For a while now, I have been thinking that there is something not quite right with me. I have previously passed this off as my thyroid levels being a little bit out of whack and causing me problems.
Lately however, I have been feeling not quite myself, even more so than normal.
My head has been all over the place, to be honest, and I have been irritable and very snappy for no reason, and getting overly angry and aggressive over the smallest things.
So, I wanted to see if there is a link between thyroid disorders and mental health problems, like anxiety and Bipolar disorder.
It is quite difficult to determine which symptoms are related to thyroid and which are related to Bipolar disorder, as many of the symptoms of thyroid disorder are very similar to Bipolar.
From doing some research into this on the internet, it appears that there is a causal link between Thyroid and Rapid Cycling Bipolar disorder.
What I can’t find out however, is what comes first? Does a thyroid imbalance cause bipolar, or is it possible to have bipolar disorder which then reacts with the thyroid? It is a chicken and egg scenario, which came first?
When the thyroid malfunctions and goes out of balance, this sets in motion a series of issues in the body.
It can put the body under a enormous amount of stress and strain. Of course this will start to affect cognition and thoughts.
As someone who has suffered with an overactive thyroid, I then developed a case of OCD. As far as I remember this came on quite rapidly, and became very bad at one point. Unfortunately for me, my OCD didn’t affect me in terms of wanting to clean everywhere and make sure everything was impeccable!

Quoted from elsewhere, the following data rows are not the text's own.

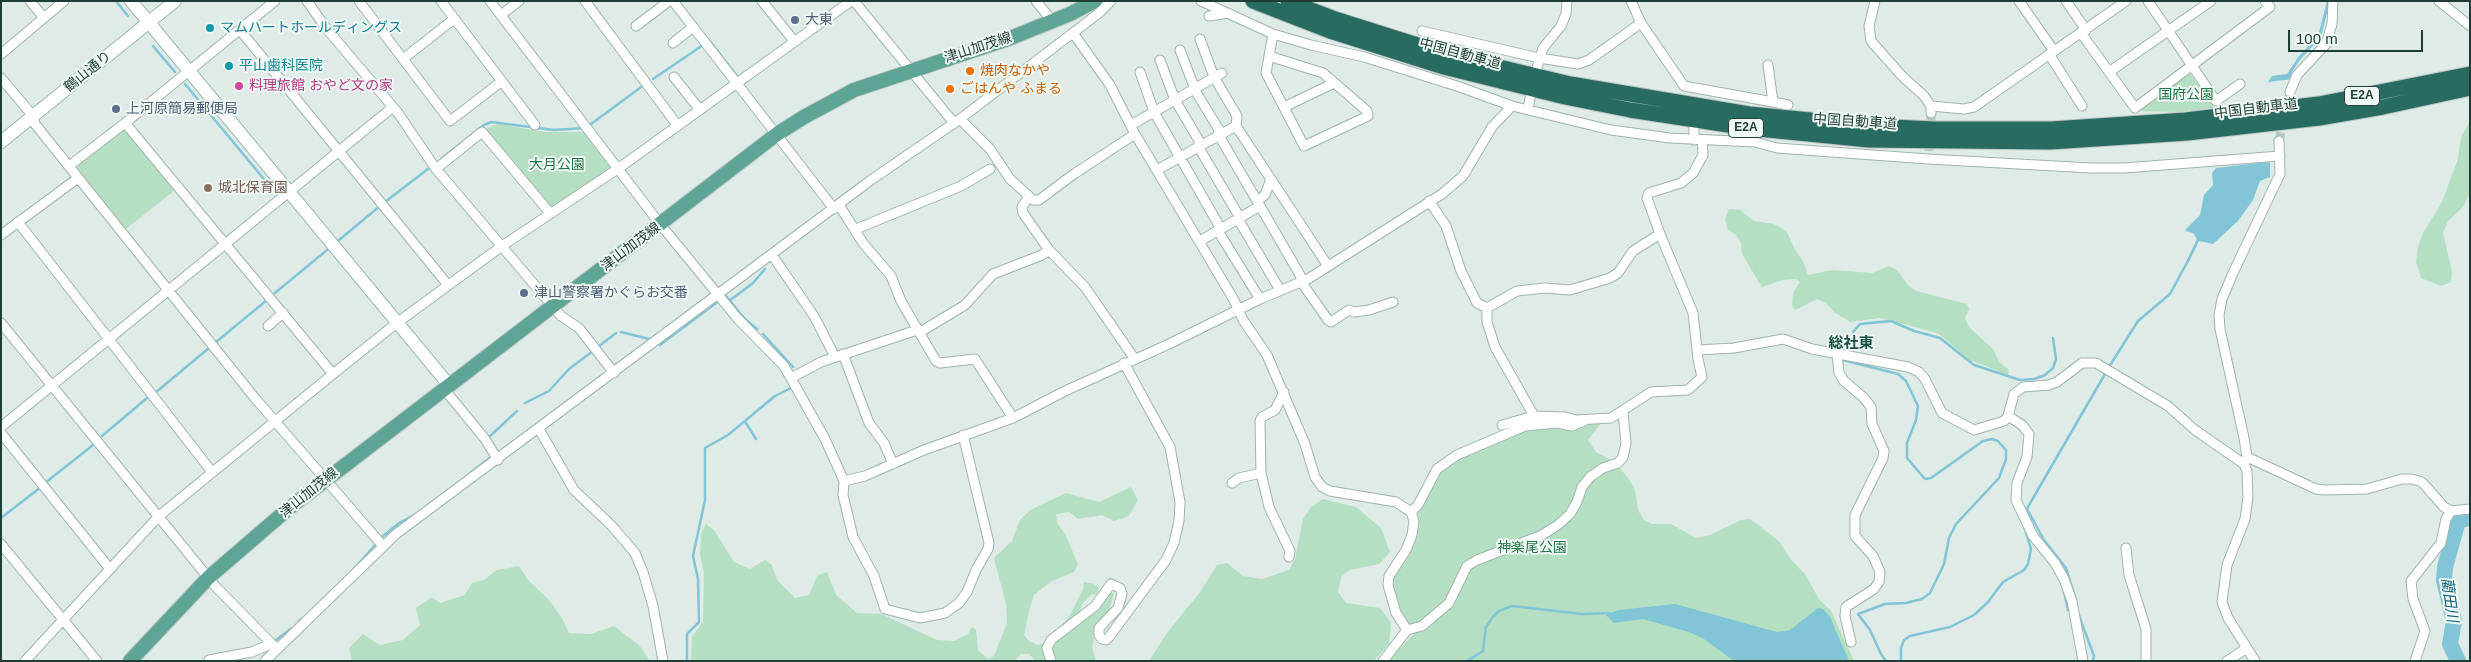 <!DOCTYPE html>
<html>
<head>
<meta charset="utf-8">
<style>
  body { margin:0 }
  #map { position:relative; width:2471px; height:662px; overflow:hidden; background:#deebe6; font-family:Arial,sans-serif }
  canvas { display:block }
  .frame { position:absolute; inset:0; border:2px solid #1e3d36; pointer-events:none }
  .scale { position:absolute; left:2288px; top:30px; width:135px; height:22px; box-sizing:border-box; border:2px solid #1e3d36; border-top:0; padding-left:6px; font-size:15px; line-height:18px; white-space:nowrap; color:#1e3d36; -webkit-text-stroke:4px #eff8f4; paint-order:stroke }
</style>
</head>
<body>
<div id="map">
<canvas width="2471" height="662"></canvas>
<div class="frame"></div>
<div class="scale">100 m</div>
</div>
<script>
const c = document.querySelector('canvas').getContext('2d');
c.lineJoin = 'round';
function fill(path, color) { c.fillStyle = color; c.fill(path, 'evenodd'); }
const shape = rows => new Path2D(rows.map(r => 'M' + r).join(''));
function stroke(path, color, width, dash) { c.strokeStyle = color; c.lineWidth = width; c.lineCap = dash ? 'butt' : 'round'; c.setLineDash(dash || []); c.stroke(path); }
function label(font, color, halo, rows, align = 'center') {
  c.font = font + ' Arial,"Noto Sans JP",sans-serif'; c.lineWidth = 4; c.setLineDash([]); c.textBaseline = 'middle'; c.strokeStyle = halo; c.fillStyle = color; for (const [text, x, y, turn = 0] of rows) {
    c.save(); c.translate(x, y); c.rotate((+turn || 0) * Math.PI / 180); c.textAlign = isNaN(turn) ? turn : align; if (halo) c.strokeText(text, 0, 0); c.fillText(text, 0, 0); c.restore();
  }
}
fill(shape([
  [2190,73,2214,108,2179,112,2134,111],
  [2470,121,2470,193,2463,207,2448,221,2443,233,2452,272,2451,282,2441,286,2421,278,2416,262,2418,247,2423,233,2442,202,2458,159,2461,137],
  [498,124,545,132,586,132,610,164,611,169,554,207,548,205,485,129],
  [121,130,125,130,175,190,126,229,77,169,79,162],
  [1729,209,1740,210,1754,221,1774,224,1787,232,1795,250,1803,261,1808,275,1832,270,1872,273,1889,266,1897,270,1908,285,1916,291,1967,304,1969,309,1965,318,1969,327,1994,350,1999,362,2009,370,2008,375,1970,360,1939,334,1923,329,1880,318,1850,322,1834,312,1826,303,1817,299,1795,310,1792,306,1793,293,1800,282,1796,279,1783,280,1762,287,1742,254,1741,243,1736,235,1728,230,1725,219],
  [1595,422,1601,423,1588,440,1596,452,1615,462,1631,482,1635,491,1638,510,1644,520,1652,524,1671,524,1696,538,1710,535,1741,520,1750,519,1779,541,1791,560,1805,574,1819,599,1831,611,1854,661,1387,661,1414,634,1413,625,1406,623,1401,616,1391,588,1394,576,1413,545,1419,513,1439,474,1454,461,1516,430],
  [1131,487,1138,500,1129,516,1114,521,1102,515,1078,519,1069,512,1056,514,1057,523,1065,534,1078,564,1074,572,1052,581,1034,595,1030,607,1024,635,1029,641,1038,645,1045,643,1069,617,1083,589,1084,582,1094,584,1099,588,1097,594,1091,595,1082,604,1079,615,1110,593,1114,593,1110,608,1096,633,1092,647,1096,661,1036,661,1029,654,1021,654,1015,661,691,661,692,637,703,622,704,574,700,555,701,534,706,524,714,530,734,562,750,569,765,560,772,565,777,580,795,598,809,595,817,576,827,572,836,595,857,613,881,614,937,640,954,641,968,634,972,627,976,630,978,650,988,659,994,656,1007,623,1006,604,994,558,1012,541,1020,520,1030,510,1066,493,1099,502],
  [1323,499,1356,507,1381,528,1390,552,1379,564,1350,570,1341,577,1338,592,1346,603,1380,608,1391,623,1389,644,1374,661,1149,661,1167,633,1200,592,1217,565,1227,563,1243,576,1262,579,1289,570,1295,559,1303,519,1311,507],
  [519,566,528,580,548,599,562,618,569,633,591,634,614,626,639,645,650,661,352,661,349,648,363,634,380,645,403,640,420,625,416,608,432,597,440,603,465,595,472,583,484,580,497,570]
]), '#b5dfc2');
fill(shape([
  [2327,1,2330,1,2321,37,2299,61,2292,72,2292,79,2268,82,2272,76,2287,74,2299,56,2318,36],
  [2266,162,2270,163,2270,177,2260,181,2253,200,2238,221,2213,244,2199,241,2189,262,2186,262,2197,239,2193,233,2186,231,2186,229,2200,215,2204,195,2213,185,2212,173,2216,168],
  [1675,604,1777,632,1790,630,1818,608,1823,609,1830,617,1849,661,1734,661,1704,639,1689,632,1643,619,1614,623,1606,615,1618,610]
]), '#81c5d6');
stroke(shape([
  [116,1,128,16],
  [709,40,737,76],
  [153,46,175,72],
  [653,79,703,45],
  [185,84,278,196],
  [591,124,644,85],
  [441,159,484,125,491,122,554,130,584,128],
  [385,202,428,169],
  [339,240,380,206],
  [275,293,327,250],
  [726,296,745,319,757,329],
  [729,301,753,283,765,269],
  [621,332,649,339],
  [1853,332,1860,324,1891,321,1914,331,1940,338,1974,365,2020,380,2034,379,2045,375,2053,368,2056,359,2053,338],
  [763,334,793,367],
  [216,342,267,300],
  [660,345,716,303],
  [598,347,616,333],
  [1843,360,1898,374,1906,381,1918,406,1916,420,1907,443,1907,458,1925,479,1931,478,1983,441,1992,439,1998,441,2006,450,2006,459,1999,478,1956,524,1949,538,1944,564,1930,593,1922,599,1906,603,1885,604,1858,614,1870,630,1881,654,1886,661],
  [2109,367,2138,321,2170,294,2189,259],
  [155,393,209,348],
  [525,403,549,391,569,369,593,351],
  [746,423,756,439],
  [102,436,147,398],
  [489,437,517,411],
  [470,473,491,457],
  [45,483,93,445],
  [2027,509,2044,540,2066,568,2075,597],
  [2025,512,2105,374],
  [1,518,41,487],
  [382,537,399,523,418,513],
  [352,571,376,544],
  [2064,592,2068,610],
  [2078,613,2094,656,2093,661],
  [299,621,303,618],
  [276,640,292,628],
  [230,661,241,658],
  [687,661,687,634,699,622,698,579,693,556,705,500,705,448,728,435,775,396,791,388],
  [1467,661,1483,651,1486,627,1492,618,1499,611,1512,606,1582,614,1609,613],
  [1901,661,1901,648,1904,640,1910,636,1950,627,1974,615,1988,602,2003,582,2024,570,2028,564,2031,549,2024,526]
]), '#81c5d6', 2.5);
stroke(shape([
  [2458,661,2450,644,2454,621,2444,580,2445,567,2458,521,2469,518]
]), '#81c5d6', 16);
stroke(shape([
  [2279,141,2290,92],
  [1929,151,1931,113]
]), '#b8c8c3', 9, [9, 4.5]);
const street = shape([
  [30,1,44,18],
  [307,1,326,28,398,113,436,169,561,316,579,328,614,373],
  [359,1,450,121,502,81],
  [441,1,535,125],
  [490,1,660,224,738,319,784,366,825,439,844,481,865,476,924,450,1013,418,1065,391,1169,344,1260,299,1308,279,1442,194,1463,176,1492,127,1512,106],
  [585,1,678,126],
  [673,1,834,209],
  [762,1,794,41],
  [854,1,954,123],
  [1036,1,1053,22],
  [1201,1,1273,34,1311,45,1364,57,1460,87,1512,106,1611,130,1670,138,1755,142,1777,148,1928,159,2091,168,2124,168,2280,156],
  [1631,1,1641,23,1684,86,1773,102],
  [1875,1,1869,26,1871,41,1902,76,1924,96,1931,106,1931,113],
  [2019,1,2054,51],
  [2066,1,2086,30],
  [2148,1,2216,101,2240,84],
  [2439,1,2470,26],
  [501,15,519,1],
  [1209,16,1228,13],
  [636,26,669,1],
  [240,30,448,285],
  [1422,31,1539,58,1578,64,1589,60,1641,23],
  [1073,33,1110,85,1135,134,1234,300,1243,320,1267,355,1305,444,1315,477,1322,487,1330,491,1396,502,1411,512,1414,521,1412,535,1406,550,1389,576,1388,585,1396,613,1407,630,1422,626,1449,603,1467,566,1477,560,1540,536,1558,525,1570,514,1577,502,1582,487,1590,477,1603,468,1618,463,1623,457,1626,443,1623,412],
  [2081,33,2135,108,2270,7,2265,1],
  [1200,39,1214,77,1237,116,1236,126],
  [673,43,693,27],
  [1180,50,1196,92,1221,133],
  [1,54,64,1],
  [2049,54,2082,106],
  [1269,56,1323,73,1367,111,1368,116,1304,146,1266,73,1273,34],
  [403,59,454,19],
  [1160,60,1175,100,1201,144],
  [1768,65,1773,102,1788,105],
  [1537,68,1543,48,1561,26,1566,14,1567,1],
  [1140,72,1154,112,1221,229],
  [2109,72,2211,1],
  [674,77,700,110],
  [1,78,33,116,35,124,254,397,383,546],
  [2290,92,2297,75,2326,44,2332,24,2333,1],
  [1931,106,1964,109,1974,107,2126,1],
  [1284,107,1330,85,1332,81],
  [1528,109,1530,98],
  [960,119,990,149,1010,179,1033,200,1039,200,1074,174,1135,134],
  [125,123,333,374],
  [1131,125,1222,73],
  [1694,128,1694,140],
  [1198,146,1240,218],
  [69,166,125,123,275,1],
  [436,169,482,132,550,213],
  [1157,170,1236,126,1328,266],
  [1257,201,1265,195,1271,179],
  [1429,201,1446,226,1461,271,1477,303,1487,308],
  [839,205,863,243,891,276,901,301,936,361,940,363,975,359,1013,418],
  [1260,206,1300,275,1304,286,1328,320,1331,322,1349,310,1354,312,1369,310,1393,302],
  [1238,219,1280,290],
  [18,222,212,472],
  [856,229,961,186,990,169],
  [1218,231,1260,299],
  [1,235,78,178],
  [1200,241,1260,206,1218,134],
  [1049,250,1085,287,1134,358],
  [772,255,814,316,835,357],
  [1,323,215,586,277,649],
  [268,326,283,313],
  [1697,350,1734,348,1783,339,1812,349,1908,367,1919,372,1925,379,1942,413,1974,430,2004,421,2008,416,2014,394,2023,387,2049,385,2057,382,2082,363,2096,363,2168,406,2195,430,2244,464,2247,471,2248,497,2245,519,2227,565,2222,602,2228,618,2255,661],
  [843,354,869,423,884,443,893,464],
  [1837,354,1839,373,1844,381,1864,398,1871,407,1872,424,1884,451,1883,458,1855,515,1855,536,1873,556,1880,572,1879,582,1874,589,1846,607,1845,616,1851,642],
  [791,378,821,362,914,331,922,331,965,305,993,274,1042,255,1049,250,1023,213,1022,207,1029,196],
  [444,389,485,439,498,460],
  [1284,392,1275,410,1262,417,1260,421,1261,473,1269,507,1290,551,1289,557],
  [1534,416,1495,347,1487,322,1487,308,1517,291,1545,288,1570,290,1610,278,1618,273,1633,251,1660,234],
  [2008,416,2022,425,2029,434,2027,457,2017,483,2016,500,2033,536,2055,563,2064,579,2072,601,2083,661],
  [1502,425,1534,416,1565,417,1576,420,1611,418,1651,392,1688,390,1702,377,1698,359,1693,313,1660,234,1647,198,1649,193,1681,183,1693,173,1703,155,1702,140],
  [1,427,393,107],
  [539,429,574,490,612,526,635,553,643,572,653,606,663,661],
  [1,433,110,569],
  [2247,457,2316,489,2324,490,2367,489,2402,479,2412,479,2422,482,2444,507,2451,511,2470,509],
  [2244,464,2247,457,2244,438,2220,329,2219,315,2222,299,2233,273,2280,174,2279,141],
  [844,481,843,495,853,537,874,576,885,609,920,618,945,613,959,603,967,592,976,570,988,549,989,543,963,435],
  [1232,483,1239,478,1261,473],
  [1411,512,1418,505,1437,469,1457,455,1525,426,1557,423,1572,426,1584,421],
  [1,544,97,661],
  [2126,548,2129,575,2146,629,2146,661],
  [209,660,252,652,271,644],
  [25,661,159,516,333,374,398,322,502,246,619,168,851,1],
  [265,661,396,534,871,180,960,119,1099,13,1111,1],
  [1051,661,1047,648,1051,640,1095,606,1111,584,1120,588,1122,594,1118,608,1099,628,1099,635,1102,639,1106,640,1109,637,1166,560,1174,543,1179,521,1180,502,1170,447,1124,363],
  [1383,661,1407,630],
  [2227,661,2247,648],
  [2415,661,2425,631,2413,599,2411,581,2441,543,2446,519,2451,511]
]);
const secondary = shape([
  [131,1,449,385],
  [1,142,175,1]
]);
const primary = shape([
  [130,661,209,577,288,509,777,134,804,117,854,90,1008,39,1070,14,1095,1]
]);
const highway = shape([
  [1253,1,1330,31,1444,67,1565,97,1630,110,1748,128,1869,140,2050,142,2187,133,2319,118,2383,107,2470,88],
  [1288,1,1335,19,1449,55,1570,84,1749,114,1871,126,1934,129,2052,129,2186,120,2319,104,2470,74]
]);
stroke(street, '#a1b3ae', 11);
stroke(secondary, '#9cb8af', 14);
stroke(primary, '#bcc5c3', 16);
stroke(highway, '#bcc5c3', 17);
stroke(street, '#fff', 9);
stroke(secondary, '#fff', 12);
stroke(primary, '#5fa596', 14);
stroke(highway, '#276b61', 15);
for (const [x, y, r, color] of [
  [795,20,5,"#5c6f8a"],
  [210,28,5,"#0f9aa8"],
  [229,66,5,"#0f9aa8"],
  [970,71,5,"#e8710a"],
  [239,86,5,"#d1479c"],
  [950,89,5,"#e8710a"],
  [116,109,5,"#5c6f8a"],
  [208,188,5,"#8d6e63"],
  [524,293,5,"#5c6f8a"]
]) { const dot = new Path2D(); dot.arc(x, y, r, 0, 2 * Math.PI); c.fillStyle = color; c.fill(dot); stroke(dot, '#eff8f4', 2); }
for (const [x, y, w] of [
  [2362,96,35],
  [1746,128,35]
]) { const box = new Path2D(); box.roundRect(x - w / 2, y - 9.5, w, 19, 4); c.fillStyle = '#eff8f4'; c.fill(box); stroke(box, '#1e3d36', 1); }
label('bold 12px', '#1e3d36', null, [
  ["E2A",2362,96],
  ["E2A",1746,128]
]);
label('14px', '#4e5e75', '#eff8f4', [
  ["大東",805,20],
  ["上河原簡易郵便局",126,109],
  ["津山警察署かぐらお交番",534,293]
], 'left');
label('14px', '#0d838f', '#eff8f4', [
  ["マムハートホールディングス",220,28],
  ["平山歯科医院",239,66]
], 'left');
label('14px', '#1e3d36', '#eff8f4', [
  ["津山加茂線",978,48,-18],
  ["中国自動車道",1460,54,15],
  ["鶴山通り",88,72,-39],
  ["中国自動車道",2256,109,-7],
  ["中国自動車道",1855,122,4],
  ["津山加茂線",631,247,-37],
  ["津山加茂線",309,493,-39]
]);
label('14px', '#c56008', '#eff8f4', [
  ["焼肉なかや",980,71],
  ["ごはんや ふまる",960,89]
], 'left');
label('14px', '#b23c85', '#eff8f4', [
  ["料理旅館 おやど文の家",249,86]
], 'left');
label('14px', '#257748', '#eff8f4', [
  ["国府公園",2186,95],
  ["大月公園",557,165],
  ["神楽尾公園",1532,548]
]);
label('14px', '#785e54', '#eff8f4', [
  ["城北保育園",218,188]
], 'left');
label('bold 15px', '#195045', '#eff8f4', [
  ["総社東",1851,344]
]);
label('italic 15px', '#13677d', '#eff8f4', [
  ["藺田川",2449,600,82]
]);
</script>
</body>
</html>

My OCD manifested itself in the form of having an overwhelming fear that I had left something electrical on or a fire burning.
It first started off that I would need to go around the house and check everything. Plugs, fire, candles etc and make sure they were all off. Even items that I knew I had not used! I was ok if someone else was in the house, because I new that once I had left the house, I could call that person and they could check for me. If however, I was the last one to leave the house, it was awful. I had no back up.
It got so bad that even when I had checked the house and the items, I would convince myself that I hadn’t checked enough, and would need to go back again and check everything.
When that didn’t work, i started taking photos on my phone, to show myself once I was out of the house, that the items were off. In the height of this, I would start convincing myself that even the photos I had taken, were actually taken the day before, and I would still believe I had left items burning.
It was awful. My head was all over the place. I couldn’t control it. Nothing I did helped.
Eventually, the time came when I realised I needed to confide in someone. My Mum. She was absolutely shocked when I showed her all the photos of the plugs and straighteners on my phone, and obviously she was very concerned.
I went to the doctors and he prescribed me with an anti anxiety medication, called Sertraline.
After I started taking this, my symptoms started to subside substantially, but they are still there, somewhat, to this day.
What is interesting however, is that in hindsight, I believe my OCD peaked roughly when my thyroid was really out of balance.
So there must be a link.
Having spoken to a number of thyroid sufferers they have also stated that they have experienced mental health issues, either anxiety or other serious issues such as bipolar.
One lady who was kind enough to message me, Angel Brown, stated that “I am Hashi and have been treated for depression anxiety and and insomnia. I am currently not medicated for anything. I moved to a new state in a very complicated situation and I’ve not seen a doctor for anything. I feel like I could die”.
This is so sad to see comments like this. Why do the medical professionals not advise us the causal link between thyroid imbalances and mental health issues when we are diagnosed. Rather than just giving drugs and treating each as separate conditions.